I've implemented my own linked list data structure. Data is stored inside Node struct. Code is as follows

// NODE

template <typename T>
struct Node
{
    T data;
    Node<T> *next;
    Node(T);
};

template <typename T>
Node<T>::Node(T d) : data(d), next(NULL) {}

// LIST

#include "node.cpp"

template <typename T>
class List
{
    Node<T> *head;
    int size;

public:
    List();                       // Default constructor
    List(const List &);           // Copy constructor
    void push_back(const T &);    // Insert element to the end of the list
    int get_size() const;         // Get the current size of the list
    T &operator[](int) const;     // Overload [] operator
    void operator=(const List &); // Overload = operator
    ~List();                      // Destructor
};

template <typename T>
List<T>::List() : head(NULL), size(0) {}

template <typename T>
List<T>::List(const List &list) : head(NULL), size(0)
{
    for (int i = 0; i < list.size; i++)
        push_back(list[i]);
}

template <typename T>
void List<T>::push_back(const T &data)
{
    // Create new Node with data
    Node<T> *nn = new Node<T>(data);

    // Find insert position
    if (head == NULL)
    {
        head = nn;
        size++;
        return;
    }

    Node<T> *traverse = head;
    while (traverse->next)
        traverse = traverse->next;

    // Traverse points to end of the list
    traverse->next = nn;
    size++;
}

template <typename T>
int List<T>::get_size() const
{
    return size;
}

template <typename T>
T &List<T>::operator[](int index) const
{
    int count = 0;
    Node<T> *traverse = head;
    while (traverse && count < index)
    {
        traverse = traverse->next;
        count++;
    }
    return traverse->data;
}

template <typename T>
void List<T>::operator=(const List<T> &list)
{
    Node<T> *traverse = head;

    while (head)
    {
        traverse = head;
        head = head->next;
        delete traverse;
    }

    size = 0;
    for (int i = 0; i < list.getSize(); i++)
        push_back(list[i]);
}

template <typename T>
List<T>::~List()
{
    Node<T> *traverse = head;

    while (head)
    {
        traverse = head;
        head = head->next;
        delete traverse;
    }
}

Problem is with memory leak. Consider the following main file

#include "list.cpp"

using namespace std;

List<int *> l;

void func()
{
    int *i = new int[2];
    i[0] = 1;
    i[1] = 2;
    l.push_back(i);
}

int main()
{
    func();
    return 0;
}

This program has memory leak according to Valgrind. It is because that Node does not have a destructor so it can not delete data inside it. However, I can not add a destructor to Node because, suppose that I am using List<int> so it is an error to delete something that was not dynamically allocated. In short, whenever I use a dynamically allocated data type for List , I get memory leak. How can I overcome this situation? Thanks.

Answer 1

The leak in your example has nothing to with the list. You leak the same with:

void func()
{
    int *i = new int[2];
    i[0] = 1;
    i[1] = 2;
}

You have to delete what you created via new and delete[] what you created via new[] . To fix the leak:

void func()
{
    int *i = new int[2];
    i[0] = 1;
    i[1] = 2;
    l.push_back(i);
    delete [] i;
}

However, note that then after the delete[] you have a dangling pointer in the list.
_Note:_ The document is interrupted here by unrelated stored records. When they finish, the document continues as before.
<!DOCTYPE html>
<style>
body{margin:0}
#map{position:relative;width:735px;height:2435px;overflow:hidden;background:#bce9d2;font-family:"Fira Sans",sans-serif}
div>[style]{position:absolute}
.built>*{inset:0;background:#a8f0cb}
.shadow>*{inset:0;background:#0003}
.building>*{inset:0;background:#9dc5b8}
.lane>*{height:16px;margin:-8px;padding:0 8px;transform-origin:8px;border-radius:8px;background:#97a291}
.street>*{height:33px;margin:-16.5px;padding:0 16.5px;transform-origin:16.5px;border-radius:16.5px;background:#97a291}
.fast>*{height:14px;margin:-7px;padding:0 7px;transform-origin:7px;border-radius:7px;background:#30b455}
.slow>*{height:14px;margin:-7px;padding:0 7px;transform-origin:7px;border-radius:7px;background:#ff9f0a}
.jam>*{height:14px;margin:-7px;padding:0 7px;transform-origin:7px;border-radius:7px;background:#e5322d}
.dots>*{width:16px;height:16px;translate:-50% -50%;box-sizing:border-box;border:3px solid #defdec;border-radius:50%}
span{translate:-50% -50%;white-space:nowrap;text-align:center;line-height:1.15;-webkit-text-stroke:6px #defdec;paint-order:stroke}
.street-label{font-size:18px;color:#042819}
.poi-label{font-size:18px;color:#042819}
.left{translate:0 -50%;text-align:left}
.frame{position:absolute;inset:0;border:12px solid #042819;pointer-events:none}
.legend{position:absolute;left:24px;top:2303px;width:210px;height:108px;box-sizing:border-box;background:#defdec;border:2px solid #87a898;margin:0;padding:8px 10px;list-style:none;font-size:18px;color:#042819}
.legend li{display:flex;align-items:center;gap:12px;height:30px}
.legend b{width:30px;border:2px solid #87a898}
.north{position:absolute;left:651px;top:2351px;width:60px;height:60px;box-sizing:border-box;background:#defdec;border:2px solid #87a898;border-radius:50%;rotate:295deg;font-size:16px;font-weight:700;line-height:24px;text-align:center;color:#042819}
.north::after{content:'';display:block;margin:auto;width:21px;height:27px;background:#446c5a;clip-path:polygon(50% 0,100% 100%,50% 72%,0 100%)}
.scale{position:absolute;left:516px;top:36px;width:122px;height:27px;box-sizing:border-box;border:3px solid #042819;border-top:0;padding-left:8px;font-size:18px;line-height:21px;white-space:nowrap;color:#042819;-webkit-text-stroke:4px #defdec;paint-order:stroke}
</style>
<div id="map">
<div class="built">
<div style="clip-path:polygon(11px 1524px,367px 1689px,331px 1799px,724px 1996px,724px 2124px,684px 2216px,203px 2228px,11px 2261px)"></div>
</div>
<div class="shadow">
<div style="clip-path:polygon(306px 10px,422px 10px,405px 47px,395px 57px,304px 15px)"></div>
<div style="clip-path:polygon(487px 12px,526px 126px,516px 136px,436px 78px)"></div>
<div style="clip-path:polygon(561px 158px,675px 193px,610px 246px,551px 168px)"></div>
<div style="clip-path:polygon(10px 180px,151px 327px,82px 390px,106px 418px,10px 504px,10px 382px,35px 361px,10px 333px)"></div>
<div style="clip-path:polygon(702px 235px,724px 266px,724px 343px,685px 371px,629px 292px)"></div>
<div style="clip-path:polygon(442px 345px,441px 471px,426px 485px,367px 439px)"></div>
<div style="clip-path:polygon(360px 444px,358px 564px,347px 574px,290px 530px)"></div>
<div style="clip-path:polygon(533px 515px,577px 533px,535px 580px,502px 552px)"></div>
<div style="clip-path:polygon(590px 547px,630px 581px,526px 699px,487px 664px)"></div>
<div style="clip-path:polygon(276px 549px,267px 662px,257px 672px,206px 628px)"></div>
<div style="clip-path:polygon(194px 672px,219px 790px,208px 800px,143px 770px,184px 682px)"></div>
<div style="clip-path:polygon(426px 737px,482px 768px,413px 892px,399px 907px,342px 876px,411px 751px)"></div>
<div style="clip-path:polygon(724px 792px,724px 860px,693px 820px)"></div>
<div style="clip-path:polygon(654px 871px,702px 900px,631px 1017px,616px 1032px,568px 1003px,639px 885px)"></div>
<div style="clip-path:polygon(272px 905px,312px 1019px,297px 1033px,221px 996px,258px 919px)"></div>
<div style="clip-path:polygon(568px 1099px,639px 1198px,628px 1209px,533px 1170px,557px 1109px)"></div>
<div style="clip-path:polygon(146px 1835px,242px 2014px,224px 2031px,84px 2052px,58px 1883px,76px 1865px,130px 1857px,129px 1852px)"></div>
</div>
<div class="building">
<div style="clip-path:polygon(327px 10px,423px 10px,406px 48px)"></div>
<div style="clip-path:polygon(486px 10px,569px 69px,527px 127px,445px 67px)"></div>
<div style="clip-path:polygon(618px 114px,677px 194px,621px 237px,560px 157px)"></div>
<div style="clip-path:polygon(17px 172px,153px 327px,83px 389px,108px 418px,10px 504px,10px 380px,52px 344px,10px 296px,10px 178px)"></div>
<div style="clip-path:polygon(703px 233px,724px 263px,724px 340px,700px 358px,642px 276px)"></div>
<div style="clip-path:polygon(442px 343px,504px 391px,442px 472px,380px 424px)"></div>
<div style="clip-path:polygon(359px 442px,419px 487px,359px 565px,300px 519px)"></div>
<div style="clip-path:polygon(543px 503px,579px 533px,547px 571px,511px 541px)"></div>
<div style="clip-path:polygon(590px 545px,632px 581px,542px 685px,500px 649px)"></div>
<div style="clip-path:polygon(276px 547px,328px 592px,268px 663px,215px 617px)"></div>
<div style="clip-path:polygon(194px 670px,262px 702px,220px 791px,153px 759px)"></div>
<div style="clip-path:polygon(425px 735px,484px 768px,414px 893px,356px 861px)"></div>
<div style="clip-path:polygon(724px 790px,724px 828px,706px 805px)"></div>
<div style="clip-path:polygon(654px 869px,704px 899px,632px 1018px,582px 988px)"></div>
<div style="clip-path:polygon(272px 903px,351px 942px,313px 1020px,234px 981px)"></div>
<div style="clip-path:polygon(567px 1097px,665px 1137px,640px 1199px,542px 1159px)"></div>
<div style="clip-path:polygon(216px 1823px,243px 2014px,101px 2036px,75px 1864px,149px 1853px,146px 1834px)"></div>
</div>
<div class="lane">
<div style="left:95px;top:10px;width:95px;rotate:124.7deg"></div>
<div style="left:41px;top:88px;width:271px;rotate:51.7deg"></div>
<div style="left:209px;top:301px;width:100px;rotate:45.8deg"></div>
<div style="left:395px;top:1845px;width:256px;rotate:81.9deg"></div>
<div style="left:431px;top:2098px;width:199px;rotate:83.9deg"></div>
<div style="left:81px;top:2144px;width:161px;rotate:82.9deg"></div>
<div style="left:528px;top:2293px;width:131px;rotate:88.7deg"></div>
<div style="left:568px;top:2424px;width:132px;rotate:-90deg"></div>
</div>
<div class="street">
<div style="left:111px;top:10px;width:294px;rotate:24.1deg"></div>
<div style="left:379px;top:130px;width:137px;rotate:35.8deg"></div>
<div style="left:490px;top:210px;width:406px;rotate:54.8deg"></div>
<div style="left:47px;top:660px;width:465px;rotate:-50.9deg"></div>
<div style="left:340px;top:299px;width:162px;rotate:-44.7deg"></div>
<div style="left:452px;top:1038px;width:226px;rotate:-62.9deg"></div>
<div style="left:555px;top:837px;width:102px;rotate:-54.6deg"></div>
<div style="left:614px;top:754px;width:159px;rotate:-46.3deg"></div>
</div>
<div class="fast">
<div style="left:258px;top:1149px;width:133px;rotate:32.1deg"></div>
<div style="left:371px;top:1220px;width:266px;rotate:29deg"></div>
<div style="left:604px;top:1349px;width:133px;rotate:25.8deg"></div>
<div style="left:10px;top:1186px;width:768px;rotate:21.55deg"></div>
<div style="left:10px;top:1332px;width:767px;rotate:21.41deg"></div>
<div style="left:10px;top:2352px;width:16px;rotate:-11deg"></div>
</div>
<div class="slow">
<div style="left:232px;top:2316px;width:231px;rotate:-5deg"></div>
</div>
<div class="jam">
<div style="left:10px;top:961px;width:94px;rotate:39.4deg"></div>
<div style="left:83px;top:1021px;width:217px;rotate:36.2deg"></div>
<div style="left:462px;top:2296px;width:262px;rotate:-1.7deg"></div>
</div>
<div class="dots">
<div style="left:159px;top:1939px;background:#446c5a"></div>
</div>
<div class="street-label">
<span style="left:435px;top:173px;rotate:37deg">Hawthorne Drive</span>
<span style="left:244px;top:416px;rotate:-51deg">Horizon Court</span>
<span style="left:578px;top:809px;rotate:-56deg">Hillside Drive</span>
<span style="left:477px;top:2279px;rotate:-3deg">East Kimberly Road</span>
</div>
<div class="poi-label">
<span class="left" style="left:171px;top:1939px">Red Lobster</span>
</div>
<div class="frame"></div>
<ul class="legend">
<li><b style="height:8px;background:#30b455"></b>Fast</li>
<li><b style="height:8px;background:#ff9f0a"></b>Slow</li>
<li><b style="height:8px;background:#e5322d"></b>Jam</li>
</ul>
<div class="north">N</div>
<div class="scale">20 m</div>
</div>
It is not the List s buisness to delete objects when you push raw pointers to it. The list cannot know if those are owning pointers or not. For example:

void func()
{
    int i = 0;
    l.push_back(&i);
}

No need to delete anything here. (Though, same here: once the function returns you have a dangling pointer in the list)

Neither of the abvove is really "ok". Don't use raw owning pointers. Use smart pointers instead. And if you want a list of integers then use a List<int> (or rather a std::list<int> ).

Answer 2

Use std::unique_ptr as the data type for the nodes, eg:

List<std::unique_ptr<int[]>> l;

When each node is destroyed, its destructor will destroy its unique_ptr data, which will in turn call delete[] on the int* pointer it is holding.